THE PROBLEM: Return, word for word, the line that contains "For a GIS import: Dump" and every line after it through the end of the records.

------ DATASET RECORDS

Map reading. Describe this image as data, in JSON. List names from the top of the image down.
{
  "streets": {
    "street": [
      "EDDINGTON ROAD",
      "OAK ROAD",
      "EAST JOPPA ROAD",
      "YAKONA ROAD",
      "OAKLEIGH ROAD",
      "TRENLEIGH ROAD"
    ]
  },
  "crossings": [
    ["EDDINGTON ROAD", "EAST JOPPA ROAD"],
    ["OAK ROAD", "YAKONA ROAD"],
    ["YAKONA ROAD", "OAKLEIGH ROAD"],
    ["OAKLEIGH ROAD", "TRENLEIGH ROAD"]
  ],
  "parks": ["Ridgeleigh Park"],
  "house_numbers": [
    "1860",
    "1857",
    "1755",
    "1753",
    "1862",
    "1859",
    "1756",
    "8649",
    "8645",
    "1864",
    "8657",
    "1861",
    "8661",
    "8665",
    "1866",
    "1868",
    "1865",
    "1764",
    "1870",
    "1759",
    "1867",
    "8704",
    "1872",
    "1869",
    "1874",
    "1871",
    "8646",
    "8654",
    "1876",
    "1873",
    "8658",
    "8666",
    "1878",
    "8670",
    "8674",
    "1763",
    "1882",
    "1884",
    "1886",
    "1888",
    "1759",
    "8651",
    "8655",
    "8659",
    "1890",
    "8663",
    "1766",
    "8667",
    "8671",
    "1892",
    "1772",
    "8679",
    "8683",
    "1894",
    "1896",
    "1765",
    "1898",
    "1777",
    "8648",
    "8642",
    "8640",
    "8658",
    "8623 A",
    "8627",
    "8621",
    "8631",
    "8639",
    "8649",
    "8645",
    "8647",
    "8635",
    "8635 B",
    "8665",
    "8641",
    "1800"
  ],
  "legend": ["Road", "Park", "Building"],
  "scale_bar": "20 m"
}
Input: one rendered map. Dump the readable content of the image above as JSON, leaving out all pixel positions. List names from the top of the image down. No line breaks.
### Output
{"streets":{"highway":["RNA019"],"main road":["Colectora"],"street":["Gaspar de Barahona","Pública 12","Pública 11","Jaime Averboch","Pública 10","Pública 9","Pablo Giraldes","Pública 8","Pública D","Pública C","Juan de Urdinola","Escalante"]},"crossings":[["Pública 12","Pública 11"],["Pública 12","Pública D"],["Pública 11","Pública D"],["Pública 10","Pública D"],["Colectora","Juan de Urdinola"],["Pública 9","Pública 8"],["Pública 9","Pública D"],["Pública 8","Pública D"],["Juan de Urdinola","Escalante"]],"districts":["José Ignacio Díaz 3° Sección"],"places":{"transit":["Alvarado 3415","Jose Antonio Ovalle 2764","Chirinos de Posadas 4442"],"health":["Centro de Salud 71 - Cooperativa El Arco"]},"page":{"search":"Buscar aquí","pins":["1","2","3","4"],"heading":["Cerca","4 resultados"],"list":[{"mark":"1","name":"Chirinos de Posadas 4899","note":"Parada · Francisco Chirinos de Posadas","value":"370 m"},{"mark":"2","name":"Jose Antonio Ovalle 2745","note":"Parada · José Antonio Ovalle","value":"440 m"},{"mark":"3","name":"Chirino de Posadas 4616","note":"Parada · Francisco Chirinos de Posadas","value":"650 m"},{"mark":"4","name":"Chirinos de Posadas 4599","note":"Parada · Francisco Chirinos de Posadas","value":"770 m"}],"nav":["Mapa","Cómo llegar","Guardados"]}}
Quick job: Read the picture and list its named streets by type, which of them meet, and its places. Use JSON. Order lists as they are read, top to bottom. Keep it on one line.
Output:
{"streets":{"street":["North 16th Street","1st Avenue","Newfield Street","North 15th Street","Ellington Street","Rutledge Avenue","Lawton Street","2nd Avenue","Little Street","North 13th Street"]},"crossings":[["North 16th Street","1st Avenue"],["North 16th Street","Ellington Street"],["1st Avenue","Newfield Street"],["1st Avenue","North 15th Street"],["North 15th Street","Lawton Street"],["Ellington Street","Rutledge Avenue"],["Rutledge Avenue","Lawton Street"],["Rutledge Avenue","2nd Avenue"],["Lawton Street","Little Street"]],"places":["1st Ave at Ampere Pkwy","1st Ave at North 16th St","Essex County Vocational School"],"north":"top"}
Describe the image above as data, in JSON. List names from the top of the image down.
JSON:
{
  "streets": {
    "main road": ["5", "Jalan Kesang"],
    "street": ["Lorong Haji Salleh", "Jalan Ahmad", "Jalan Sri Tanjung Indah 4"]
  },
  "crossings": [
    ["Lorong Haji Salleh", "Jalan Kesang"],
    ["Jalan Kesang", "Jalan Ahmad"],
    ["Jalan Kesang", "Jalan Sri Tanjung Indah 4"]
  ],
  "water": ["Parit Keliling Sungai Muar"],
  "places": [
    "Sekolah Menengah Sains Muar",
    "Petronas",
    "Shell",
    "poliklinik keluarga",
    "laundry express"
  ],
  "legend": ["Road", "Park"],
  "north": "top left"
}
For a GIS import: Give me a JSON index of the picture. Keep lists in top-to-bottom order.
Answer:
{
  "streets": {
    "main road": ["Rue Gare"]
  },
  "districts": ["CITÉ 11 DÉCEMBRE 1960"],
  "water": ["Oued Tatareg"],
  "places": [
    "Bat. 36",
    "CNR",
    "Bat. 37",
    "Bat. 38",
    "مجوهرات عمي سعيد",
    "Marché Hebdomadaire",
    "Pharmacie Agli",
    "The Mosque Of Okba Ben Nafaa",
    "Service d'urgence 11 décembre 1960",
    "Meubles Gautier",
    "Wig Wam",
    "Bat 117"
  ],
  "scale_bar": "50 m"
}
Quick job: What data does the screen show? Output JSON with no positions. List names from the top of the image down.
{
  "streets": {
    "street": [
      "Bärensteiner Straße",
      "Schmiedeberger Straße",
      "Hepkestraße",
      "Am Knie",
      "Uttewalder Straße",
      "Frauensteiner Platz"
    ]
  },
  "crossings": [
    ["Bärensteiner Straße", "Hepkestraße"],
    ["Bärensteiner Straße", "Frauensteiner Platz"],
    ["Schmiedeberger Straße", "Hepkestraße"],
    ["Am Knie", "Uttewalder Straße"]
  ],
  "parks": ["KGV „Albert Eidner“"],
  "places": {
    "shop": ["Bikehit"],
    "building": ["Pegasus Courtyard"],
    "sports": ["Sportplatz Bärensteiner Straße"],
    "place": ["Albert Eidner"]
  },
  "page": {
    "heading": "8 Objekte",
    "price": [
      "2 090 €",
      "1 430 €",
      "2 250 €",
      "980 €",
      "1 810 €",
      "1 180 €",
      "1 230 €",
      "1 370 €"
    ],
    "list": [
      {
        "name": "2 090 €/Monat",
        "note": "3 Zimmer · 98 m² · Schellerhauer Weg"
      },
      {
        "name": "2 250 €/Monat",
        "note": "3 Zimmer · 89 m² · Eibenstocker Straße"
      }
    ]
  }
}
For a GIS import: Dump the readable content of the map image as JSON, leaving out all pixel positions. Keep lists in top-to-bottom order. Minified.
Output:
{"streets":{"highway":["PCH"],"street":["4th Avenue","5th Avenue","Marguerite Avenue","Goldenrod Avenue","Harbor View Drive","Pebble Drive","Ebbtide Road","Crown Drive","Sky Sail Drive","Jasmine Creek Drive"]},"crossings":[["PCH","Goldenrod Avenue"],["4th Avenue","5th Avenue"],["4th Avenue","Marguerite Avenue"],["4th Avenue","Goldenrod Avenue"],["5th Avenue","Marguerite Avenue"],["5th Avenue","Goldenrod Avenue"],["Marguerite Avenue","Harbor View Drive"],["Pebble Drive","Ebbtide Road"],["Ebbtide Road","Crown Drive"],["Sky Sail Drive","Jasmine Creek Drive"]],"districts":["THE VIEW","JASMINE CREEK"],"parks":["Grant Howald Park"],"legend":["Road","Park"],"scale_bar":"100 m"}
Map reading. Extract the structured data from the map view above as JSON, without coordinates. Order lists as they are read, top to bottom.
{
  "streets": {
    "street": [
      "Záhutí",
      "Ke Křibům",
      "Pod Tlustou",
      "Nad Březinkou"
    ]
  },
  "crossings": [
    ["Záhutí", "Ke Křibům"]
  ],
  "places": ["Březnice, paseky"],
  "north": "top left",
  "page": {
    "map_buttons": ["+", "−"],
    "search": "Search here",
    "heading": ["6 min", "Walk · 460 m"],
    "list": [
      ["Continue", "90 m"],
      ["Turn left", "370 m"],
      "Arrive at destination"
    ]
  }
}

------------

RESULT FOR THIS TASK:
For a GIS import: Dump the readable content of the map image as JSON, leaving out all pixel positions. Keep lists in top-to-bottom order. Minified.
Output:
{"streets":{"highway":["PCH"],"street":["4th Avenue","5th Avenue","Marguerite Avenue","Goldenrod Avenue","Harbor View Drive","Pebble Drive","Ebbtide Road","Crown Drive","Sky Sail Drive","Jasmine Creek Drive"]},"crossings":[["PCH","Goldenrod Avenue"],["4th Avenue","5th Avenue"],["4th Avenue","Marguerite Avenue"],["4th Avenue","Goldenrod Avenue"],["5th Avenue","Marguerite Avenue"],["5th Avenue","Goldenrod Avenue"],["Marguerite Avenue","Harbor View Drive"],["Pebble Drive","Ebbtide Road"],["Ebbtide Road","Crown Drive"],["Sky Sail Drive","Jasmine Creek Drive"]],"districts":["THE VIEW","JASMINE CREEK"],"parks":["Grant Howald Park"],"legend":["Road","Park"],"scale_bar":"100 m"}
Map reading. Extract the structured data from the map view above as JSON, without coordinates. Order lists as they are read, top to bottom.
{
  "streets": {
    "street": [
      "Záhutí",
      "Ke Křibům",
      "Pod Tlustou",
      "Nad Březinkou"
    ]
  },
  "crossings": [
    ["Záhutí", "Ke Křibům"]
  ],
  "places": ["Březnice, paseky"],
  "north": "top left",
  "page": {
    "map_buttons": ["+", "−"],
    "search": "Search here",
    "heading": ["6 min", "Walk · 460 m"],
    "list": [
      ["Continue", "90 m"],
      ["Turn left", "370 m"],
      "Arrive at destination"
    ]
  }
}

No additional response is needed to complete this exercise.